(Stored data)

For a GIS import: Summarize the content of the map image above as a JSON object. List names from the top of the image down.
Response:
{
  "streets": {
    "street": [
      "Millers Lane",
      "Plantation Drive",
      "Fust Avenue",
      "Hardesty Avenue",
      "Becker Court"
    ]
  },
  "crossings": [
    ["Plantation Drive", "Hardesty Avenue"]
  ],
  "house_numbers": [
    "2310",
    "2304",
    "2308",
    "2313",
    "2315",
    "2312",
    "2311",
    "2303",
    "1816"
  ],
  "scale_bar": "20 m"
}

Task item:
Write the records again exactly as they stand.

Finished task:
For a GIS import: Summarize the content of the map image above as a JSON object. List names from the top of the image down.
Response:
{
  "streets": {
    "street": [
      "Millers Lane",
      "Plantation Drive",
      "Fust Avenue",
      "Hardesty Avenue",
      "Becker Court"
    ]
  },
  "crossings": [
    ["Plantation Drive", "Hardesty Avenue"]
  ],
  "house_numbers": [
    "2310",
    "2304",
    "2308",
    "2313",
    "2315",
    "2312",
    "2311",
    "2303",
    "1816"
  ],
  "scale_bar": "20 m"
}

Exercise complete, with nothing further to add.